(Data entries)
• • • • •

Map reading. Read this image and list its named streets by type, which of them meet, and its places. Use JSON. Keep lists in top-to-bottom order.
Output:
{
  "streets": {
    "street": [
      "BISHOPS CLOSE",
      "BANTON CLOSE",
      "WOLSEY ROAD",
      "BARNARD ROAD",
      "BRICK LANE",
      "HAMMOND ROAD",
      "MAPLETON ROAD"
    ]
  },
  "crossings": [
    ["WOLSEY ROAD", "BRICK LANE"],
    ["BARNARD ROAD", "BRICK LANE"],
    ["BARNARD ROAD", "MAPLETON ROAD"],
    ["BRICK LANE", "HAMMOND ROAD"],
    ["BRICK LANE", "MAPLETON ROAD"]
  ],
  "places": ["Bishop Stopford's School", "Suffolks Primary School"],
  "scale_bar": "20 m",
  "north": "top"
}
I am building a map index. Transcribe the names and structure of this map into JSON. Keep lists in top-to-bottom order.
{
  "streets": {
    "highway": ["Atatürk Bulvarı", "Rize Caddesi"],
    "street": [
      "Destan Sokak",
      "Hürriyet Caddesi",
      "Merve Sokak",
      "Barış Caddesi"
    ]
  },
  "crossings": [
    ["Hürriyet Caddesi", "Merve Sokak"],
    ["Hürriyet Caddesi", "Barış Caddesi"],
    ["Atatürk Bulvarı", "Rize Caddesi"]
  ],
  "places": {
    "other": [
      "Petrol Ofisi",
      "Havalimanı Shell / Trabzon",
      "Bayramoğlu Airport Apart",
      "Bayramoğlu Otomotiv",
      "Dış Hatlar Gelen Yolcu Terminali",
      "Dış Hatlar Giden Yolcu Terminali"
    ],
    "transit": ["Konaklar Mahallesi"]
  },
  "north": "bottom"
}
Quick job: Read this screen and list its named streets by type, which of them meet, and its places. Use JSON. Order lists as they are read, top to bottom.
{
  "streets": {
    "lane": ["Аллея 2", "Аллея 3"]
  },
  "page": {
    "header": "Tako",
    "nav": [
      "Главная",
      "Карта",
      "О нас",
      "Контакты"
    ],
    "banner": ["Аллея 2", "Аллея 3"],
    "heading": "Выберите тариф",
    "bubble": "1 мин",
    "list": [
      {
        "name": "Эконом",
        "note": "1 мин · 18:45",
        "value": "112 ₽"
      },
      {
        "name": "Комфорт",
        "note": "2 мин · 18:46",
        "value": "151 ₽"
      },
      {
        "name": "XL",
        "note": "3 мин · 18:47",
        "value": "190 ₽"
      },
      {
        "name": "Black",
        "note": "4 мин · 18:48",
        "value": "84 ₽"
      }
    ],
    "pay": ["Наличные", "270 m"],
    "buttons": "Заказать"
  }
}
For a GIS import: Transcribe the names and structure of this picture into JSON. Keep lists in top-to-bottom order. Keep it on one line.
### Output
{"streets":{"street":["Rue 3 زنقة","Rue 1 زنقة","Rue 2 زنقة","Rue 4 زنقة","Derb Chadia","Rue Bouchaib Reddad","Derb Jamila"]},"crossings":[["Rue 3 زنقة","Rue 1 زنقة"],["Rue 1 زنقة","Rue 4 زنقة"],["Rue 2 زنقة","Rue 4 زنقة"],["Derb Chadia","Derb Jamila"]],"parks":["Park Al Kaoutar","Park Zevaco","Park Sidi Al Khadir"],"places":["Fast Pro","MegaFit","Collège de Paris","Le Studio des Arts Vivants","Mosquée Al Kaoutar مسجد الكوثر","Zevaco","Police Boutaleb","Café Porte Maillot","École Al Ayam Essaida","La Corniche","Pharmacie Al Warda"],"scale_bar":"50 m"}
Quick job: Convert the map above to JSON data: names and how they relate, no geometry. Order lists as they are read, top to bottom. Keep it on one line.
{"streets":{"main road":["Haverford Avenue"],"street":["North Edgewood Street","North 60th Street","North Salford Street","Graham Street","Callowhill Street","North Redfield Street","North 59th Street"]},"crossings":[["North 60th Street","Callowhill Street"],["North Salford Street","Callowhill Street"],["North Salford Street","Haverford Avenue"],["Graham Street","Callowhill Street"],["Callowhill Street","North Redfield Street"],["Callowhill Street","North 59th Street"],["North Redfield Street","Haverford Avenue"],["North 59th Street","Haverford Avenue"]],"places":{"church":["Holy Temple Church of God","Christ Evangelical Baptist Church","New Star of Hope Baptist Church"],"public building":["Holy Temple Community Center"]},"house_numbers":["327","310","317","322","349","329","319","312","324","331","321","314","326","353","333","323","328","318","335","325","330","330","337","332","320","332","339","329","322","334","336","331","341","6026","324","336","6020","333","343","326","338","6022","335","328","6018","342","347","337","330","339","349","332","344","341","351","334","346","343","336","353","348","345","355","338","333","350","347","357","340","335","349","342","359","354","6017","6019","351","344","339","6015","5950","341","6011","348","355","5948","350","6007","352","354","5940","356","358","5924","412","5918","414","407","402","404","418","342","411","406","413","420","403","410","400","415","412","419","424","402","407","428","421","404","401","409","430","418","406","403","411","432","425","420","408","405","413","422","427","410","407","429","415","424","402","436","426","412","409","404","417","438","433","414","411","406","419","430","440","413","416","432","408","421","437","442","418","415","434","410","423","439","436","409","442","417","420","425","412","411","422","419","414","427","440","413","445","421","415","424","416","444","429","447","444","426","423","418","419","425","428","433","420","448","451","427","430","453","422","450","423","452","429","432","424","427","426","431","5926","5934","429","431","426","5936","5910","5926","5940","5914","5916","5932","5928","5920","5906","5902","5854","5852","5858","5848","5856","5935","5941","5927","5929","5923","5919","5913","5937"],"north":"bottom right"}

• • • • •

Work order: All the data above should be set down a second time, exactly.

Response to this task:
Map reading. Read this image and list its named streets by type, which of them meet, and its places. Use JSON. Keep lists in top-to-bottom order.
Output:
{
  "streets": {
    "street": [
      "BISHOPS CLOSE",
      "BANTON CLOSE",
      "WOLSEY ROAD",
      "BARNARD ROAD",
      "BRICK LANE",
      "HAMMOND ROAD",
      "MAPLETON ROAD"
    ]
  },
  "crossings": [
    ["WOLSEY ROAD", "BRICK LANE"],
    ["BARNARD ROAD", "BRICK LANE"],
    ["BARNARD ROAD", "MAPLETON ROAD"],
    ["BRICK LANE", "HAMMOND ROAD"],
    ["BRICK LANE", "MAPLETON ROAD"]
  ],
  "places": ["Bishop Stopford's School", "Suffolks Primary School"],
  "scale_bar": "20 m",
  "north": "top"
}
I am building a map index. Transcribe the names and structure of this map into JSON. Keep lists in top-to-bottom order.
{
  "streets": {
    "highway": ["Atatürk Bulvarı", "Rize Caddesi"],
    "street": [
      "Destan Sokak",
      "Hürriyet Caddesi",
      "Merve Sokak",
      "Barış Caddesi"
    ]
  },
  "crossings": [
    ["Hürriyet Caddesi", "Merve Sokak"],
    ["Hürriyet Caddesi", "Barış Caddesi"],
    ["Atatürk Bulvarı", "Rize Caddesi"]
  ],
  "places": {
    "other": [
      "Petrol Ofisi",
      "Havalimanı Shell / Trabzon",
      "Bayramoğlu Airport Apart",
      "Bayramoğlu Otomotiv",
      "Dış Hatlar Gelen Yolcu Terminali",
      "Dış Hatlar Giden Yolcu Terminali"
    ],
    "transit": ["Konaklar Mahallesi"]
  },
  "north": "bottom"
}
Quick job: Read this screen and list its named streets by type, which of them meet, and its places. Use JSON. Order lists as they are read, top to bottom.
{
  "streets": {
    "lane": ["Аллея 2", "Аллея 3"]
  },
  "page": {
    "header": "Tako",
    "nav": [
      "Главная",
      "Карта",
      "О нас",
      "Контакты"
    ],
    "banner": ["Аллея 2", "Аллея 3"],
    "heading": "Выберите тариф",
    "bubble": "1 мин",
    "list": [
      {
        "name": "Эконом",
        "note": "1 мин · 18:45",
        "value": "112 ₽"
      },
      {
        "name": "Комфорт",
        "note": "2 мин · 18:46",
        "value": "151 ₽"
      },
      {
        "name": "XL",
        "note": "3 мин · 18:47",
        "value": "190 ₽"
      },
      {
        "name": "Black",
        "note": "4 мин · 18:48",
        "value": "84 ₽"
      }
    ],
    "pay": ["Наличные", "270 m"],
    "buttons": "Заказать"
  }
}
For a GIS import: Transcribe the names and structure of this picture into JSON. Keep lists in top-to-bottom order. Keep it on one line.
### Output
{"streets":{"street":["Rue 3 زنقة","Rue 1 زنقة","Rue 2 زنقة","Rue 4 زنقة","Derb Chadia","Rue Bouchaib Reddad","Derb Jamila"]},"crossings":[["Rue 3 زنقة","Rue 1 زنقة"],["Rue 1 زنقة","Rue 4 زنقة"],["Rue 2 زنقة","Rue 4 زنقة"],["Derb Chadia","Derb Jamila"]],"parks":["Park Al Kaoutar","Park Zevaco","Park Sidi Al Khadir"],"places":["Fast Pro","MegaFit","Collège de Paris","Le Studio des Arts Vivants","Mosquée Al Kaoutar مسجد الكوثر","Zevaco","Police Boutaleb","Café Porte Maillot","École Al Ayam Essaida","La Corniche","Pharmacie Al Warda"],"scale_bar":"50 m"}
Quick job: Convert the map above to JSON data: names and how they relate, no geometry. Order lists as they are read, top to bottom. Keep it on one line.
{"streets":{"main road":["Haverford Avenue"],"street":["North Edgewood Street","North 60th Street","North Salford Street","Graham Street","Callowhill Street","North Redfield Street","North 59th Street"]},"crossings":[["North 60th Street","Callowhill Street"],["North Salford Street","Callowhill Street"],["North Salford Street","Haverford Avenue"],["Graham Street","Callowhill Street"],["Callowhill Street","North Redfield Street"],["Callowhill Street","North 59th Street"],["North Redfield Street","Haverford Avenue"],["North 59th Street","Haverford Avenue"]],"places":{"church":["Holy Temple Church of God","Christ Evangelical Baptist Church","New Star of Hope Baptist Church"],"public building":["Holy Temple Community Center"]},"house_numbers":["327","310","317","322","349","329","319","312","324","331","321","314","326","353","333","323","328","318","335","325","330","330","337","332","320","332","339","329","322","334","336","331","341","6026","324","336","6020","333","343","326","338","6022","335","328","6018","342","347","337","330","339","349","332","344","341","351","334","346","343","336","353","348","345","355","338","333","350","347","357","340","335","349","342","359","354","6017","6019","351","344","339","6015","5950","341","6011","348","355","5948","350","6007","352","354","5940","356","358","5924","412","5918","414","407","402","404","418","342","411","406","413","420","403","410","400","415","412","419","424","402","407","428","421","404","401","409","430","418","406","403","411","432","425","420","408","405","413","422","427","410","407","429","415","424","402","436","426","412","409","404","417","438","433","414","411","406","419","430","440","413","416","432","408","421","437","442","418","415","434","410","423","439","436","409","442","417","420","425","412","411","422","419","414","427","440","413","445","421","415","424","416","444","429","447","444","426","423","418","419","425","428","433","420","448","451","427","430","453","422","450","423","452","429","432","424","427","426","431","5926","5934","429","431","426","5936","5910","5926","5940","5914","5916","5932","5928","5920","5906","5902","5854","5852","5858","5848","5856","5935","5941","5927","5929","5923","5919","5913","5937"],"north":"bottom right"}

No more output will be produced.